No obstante, hay interpretaciones que salvan esa carencia de profundidad. Ludivine Sagnier, como la madre de Anthony, ofrece una actuación potente, mezcla de ternura endurecida y cansancio vital. Gilles Lellouche, como el padre alcohólico, encarna con contundencia la desesperanza heredada que amenaza con devorar a la nueva generación. Son estos adultos, rotos pero aún de pie, los que permiten entrever la tragedia de un ciclo que se repite.

Paul Kircher, carga sobre sus hombros gran parte del peso emocional del filme, y lo hace con una mezcla conmovedora de vulnerabilidad y contención, dando otro brillante trabajo. Su interpretación evita el dramatismo fácil y, en cambio, se construye desde los silencios, los gestos torpes, las miradas huidizas. Kircher capta con precisión ese estado liminal entre la infancia y la adultez, donde el cuerpo cambia más rápido que la mente, y las emociones se agitan sin que el lenguaje pueda contenerlas. Su Anthony es un chico marcado por la incertidumbre, por una masculinidad que lo empuja hacia la violencia pero que también lo deja indefenso ante el afecto.

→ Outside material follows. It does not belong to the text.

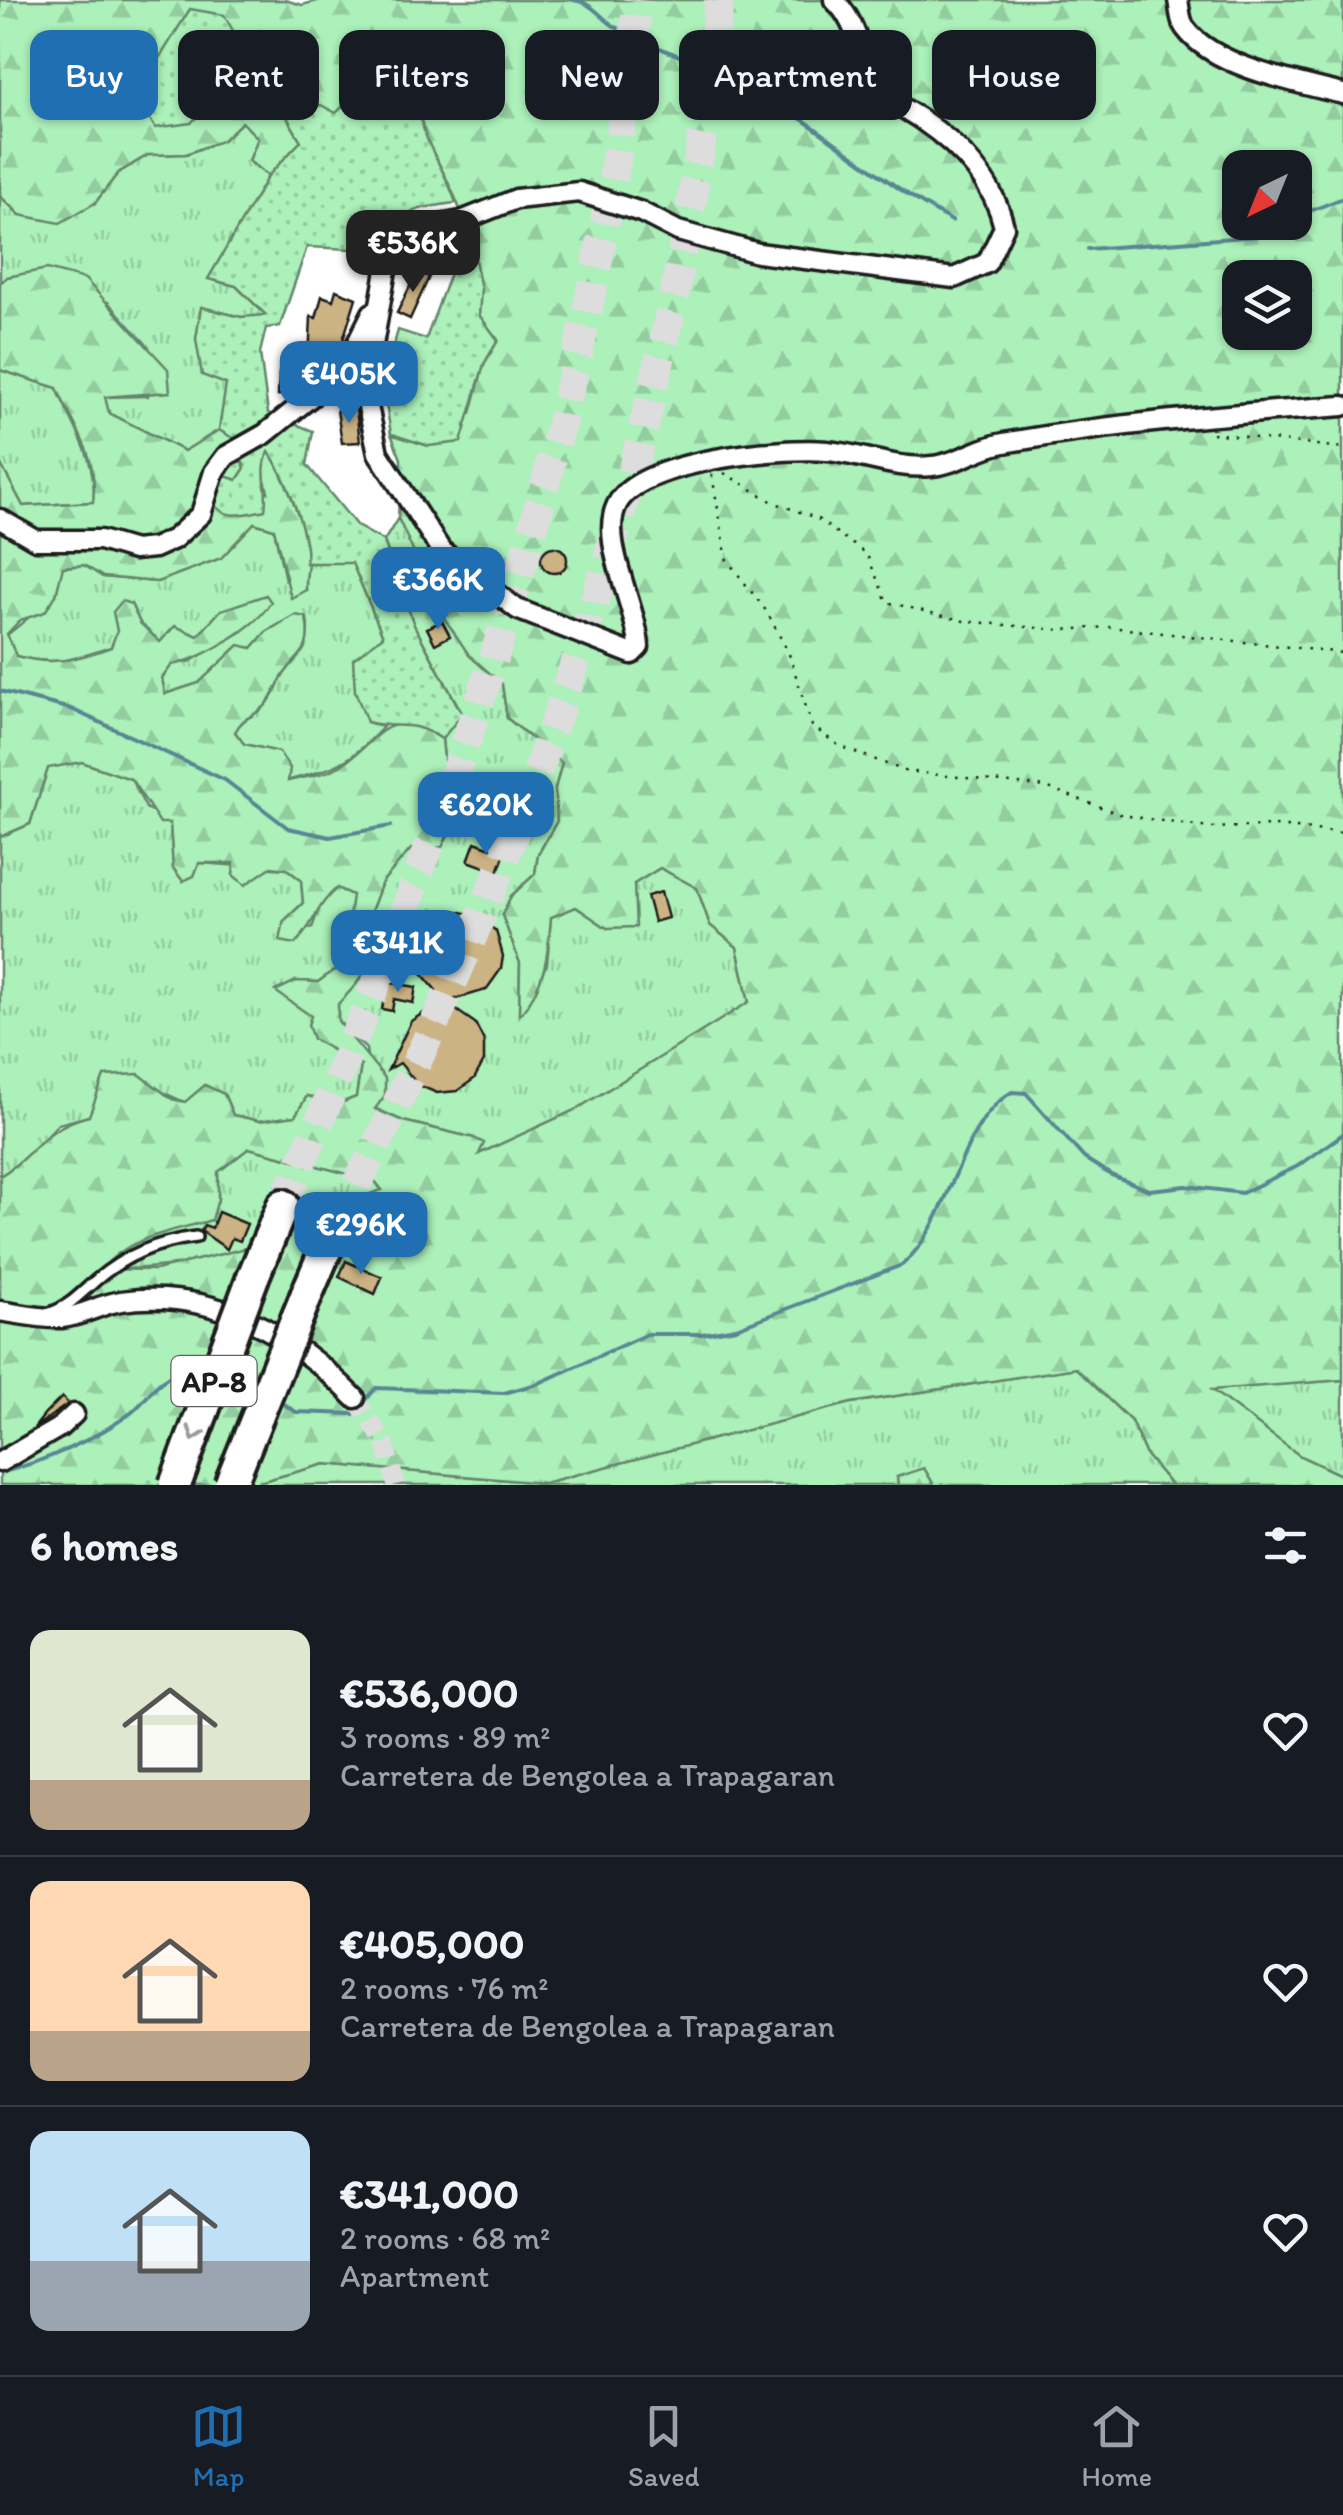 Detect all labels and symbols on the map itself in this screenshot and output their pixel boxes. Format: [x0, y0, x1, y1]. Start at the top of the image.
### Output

Visualmente, el filme se apoya en una fotografía sobria, casi documental, que refuerza la textura realista del relato. El paso del tiempo —la historia cubre de 1992 a 1998, culminando con la victoria de Francia en el Mundial— se percibe no solo en los cambios estéticos (autos, consolas, música), sino en la manera en que los personajes envejecen prematuramente, arrastrados por una inercia que los empuja sin rumbo.
Al final no estamos ante una historia de madurez clásica o típica, sino su reverso: una fábula amarga sobre cómo crecer puede ser una condena cuando el mundo alrededor parece no ofrecer salidas. El título mismo — Sus hijos después de ellos— adquiere un eco bíblico, como una maldición que pasa de generación en generación. Heillange no es solo un pueblo, es una metáfora de toda comunidad herida por el olvido, donde los jóvenes heredan no un futuro, sino una guerra que no eligieron.
En suma, los Boukherma firman una película imperfecta pero atractiva, una que retrata con autenticidad las cicatrices del desencanto. Aunque su narrativa a veces se extravía en repeticiones o personajes poco delineados, el trasfondo que explora —la rabia latente de una generación sin futuro— le confiere una relevancia que trasciende su contexto. Porque, al final, lo que vemos no es solo el pasado de Francia, sino también el presente de muchos.